En réponse à l'émotion suscitée par la tentative de suicide d'un salarié de France Télécom, mercredi, la direction annonce que les mutations forcées seront gelées jusqu'à fin octobre. Une marche des salariés avait lieu jeudi matin.
REUTERS - La direction de France Télécom a annoncé jeudi une série de mesures à la suite des suicides de plusieurs salariés de l'entreprise, un phénomène que les syndicats imputent à des méthodes de management jugées coercitives.
Les mutations forcées de salariés sont gelées jusqu'au 31 octobre, a annoncé aux syndicats le directeur des ressources humaines, Olivier Barberot, lors d'une réunion du comité d'hygiène et de sécurité de la société à Paris.
Des négociations vont être ouvertes le 18 septembre sur la mise en oeuvre d'un accord national interprofessionnel concernant le stress au travail, avec l'aide d'un psychiatre.
Un audit sur les cas de suicide sera mené par un cabinet spécialisé à choisir parmi trois proposés par la direction de France Télécom, ancien service public d'Etat devenu société anonyme en 1996, où les capitaux privés sont majoritaires depuis 2004.
Cette annonce, rapportée de source syndicale et confirmée à Reuters par la direction, intervient au lendemain d'une tentative de suicide d'un salarié de FT à Troyes (Aube), visé par une demande de changement d'affectation.
Il s'est frappé d'un coup de poignard lors d'une réunion et a dû être hospitalisé.
Le phénomène va croissant selon les syndicats, qui font état de 22 suicides depuis février 2008. Après une longue période où elle refusait de communiquer, la direction de FT a publié les bilans de 28 suicides en 2000, 29 en 2002 et 12 en 2008.
Le phénomène n'est donc pas en hausse selon l'entreprise, qui souligne qu'il est statistiquement dans la norme générale, pour une société de 102.200 employés.

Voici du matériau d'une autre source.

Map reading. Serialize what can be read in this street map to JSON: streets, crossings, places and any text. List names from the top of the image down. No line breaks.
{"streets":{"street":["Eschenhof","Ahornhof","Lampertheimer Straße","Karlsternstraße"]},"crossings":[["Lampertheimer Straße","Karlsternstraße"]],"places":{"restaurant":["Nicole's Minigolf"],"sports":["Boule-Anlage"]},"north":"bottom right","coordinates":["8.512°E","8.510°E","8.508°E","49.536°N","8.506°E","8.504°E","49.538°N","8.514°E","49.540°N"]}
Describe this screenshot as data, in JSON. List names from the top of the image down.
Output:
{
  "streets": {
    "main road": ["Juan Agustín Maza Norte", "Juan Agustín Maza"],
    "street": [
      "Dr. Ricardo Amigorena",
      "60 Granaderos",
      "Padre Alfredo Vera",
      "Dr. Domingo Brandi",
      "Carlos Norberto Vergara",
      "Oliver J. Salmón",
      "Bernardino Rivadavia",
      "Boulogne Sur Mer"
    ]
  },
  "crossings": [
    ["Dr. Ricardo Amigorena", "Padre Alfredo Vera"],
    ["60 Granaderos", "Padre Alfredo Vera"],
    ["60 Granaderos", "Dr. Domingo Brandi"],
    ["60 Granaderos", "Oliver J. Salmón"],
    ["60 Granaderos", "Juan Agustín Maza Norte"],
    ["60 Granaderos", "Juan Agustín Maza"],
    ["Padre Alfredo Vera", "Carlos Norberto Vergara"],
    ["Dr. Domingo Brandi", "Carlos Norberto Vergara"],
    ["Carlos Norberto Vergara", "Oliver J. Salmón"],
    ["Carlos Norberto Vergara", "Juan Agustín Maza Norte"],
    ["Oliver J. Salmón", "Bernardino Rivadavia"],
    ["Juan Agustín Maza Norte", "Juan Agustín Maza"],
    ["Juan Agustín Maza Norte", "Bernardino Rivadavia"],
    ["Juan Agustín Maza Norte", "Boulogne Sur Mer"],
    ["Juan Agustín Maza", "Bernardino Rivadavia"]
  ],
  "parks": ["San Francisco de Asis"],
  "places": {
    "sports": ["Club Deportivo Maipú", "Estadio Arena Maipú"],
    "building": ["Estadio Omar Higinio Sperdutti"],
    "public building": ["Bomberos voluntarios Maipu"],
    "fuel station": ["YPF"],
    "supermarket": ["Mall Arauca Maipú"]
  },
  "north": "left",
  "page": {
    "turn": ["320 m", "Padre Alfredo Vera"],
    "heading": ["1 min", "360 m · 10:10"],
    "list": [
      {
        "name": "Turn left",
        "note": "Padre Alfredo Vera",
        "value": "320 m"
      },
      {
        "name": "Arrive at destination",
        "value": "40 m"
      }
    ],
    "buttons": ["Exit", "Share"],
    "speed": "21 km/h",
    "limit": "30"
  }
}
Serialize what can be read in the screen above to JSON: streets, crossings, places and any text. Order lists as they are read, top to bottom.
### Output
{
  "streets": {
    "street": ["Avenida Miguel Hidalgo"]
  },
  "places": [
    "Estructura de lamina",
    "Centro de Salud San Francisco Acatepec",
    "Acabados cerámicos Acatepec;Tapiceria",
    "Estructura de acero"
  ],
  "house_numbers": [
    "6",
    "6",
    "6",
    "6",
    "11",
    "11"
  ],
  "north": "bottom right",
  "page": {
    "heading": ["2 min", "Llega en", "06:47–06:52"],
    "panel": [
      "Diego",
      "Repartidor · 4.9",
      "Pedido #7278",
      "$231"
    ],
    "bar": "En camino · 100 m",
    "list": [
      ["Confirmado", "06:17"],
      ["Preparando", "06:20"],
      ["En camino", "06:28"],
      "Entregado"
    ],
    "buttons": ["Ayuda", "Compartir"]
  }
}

Elle admet toutefois un possible rapport avec la vie interne de la société.
"Le groupe se transforme à toute vitesse, il y a une adaptation pour des raisons économiques et de concurrence. Cette
transformation, on a pleinement conscience qu'elle peut créer des difficultés ou des inquiétudes", a dit un porte-parole.
"Les chiffres traduisent indiscutablement une véritable anxiété, un mal-être de certains de nos salariés", reconnaît Olivier Barberot dans un entretien publié dans Le Parisien de jeudi.
Les syndicats veulent davantage de mesures
Les syndicats font une analyse différente du phénomène, qui révèle selon eux le désarroi d'employés confrontés à la généralisation de méthodes de management coercitives.
Le but serait d'obtenir des départs pour réduire les effectifs, d'accélérer la migration vers des statuts privés du personnel bénéficiant encore à 70% du statut de fonctionnaire ou d'imposer du rendement et des résultats financiers.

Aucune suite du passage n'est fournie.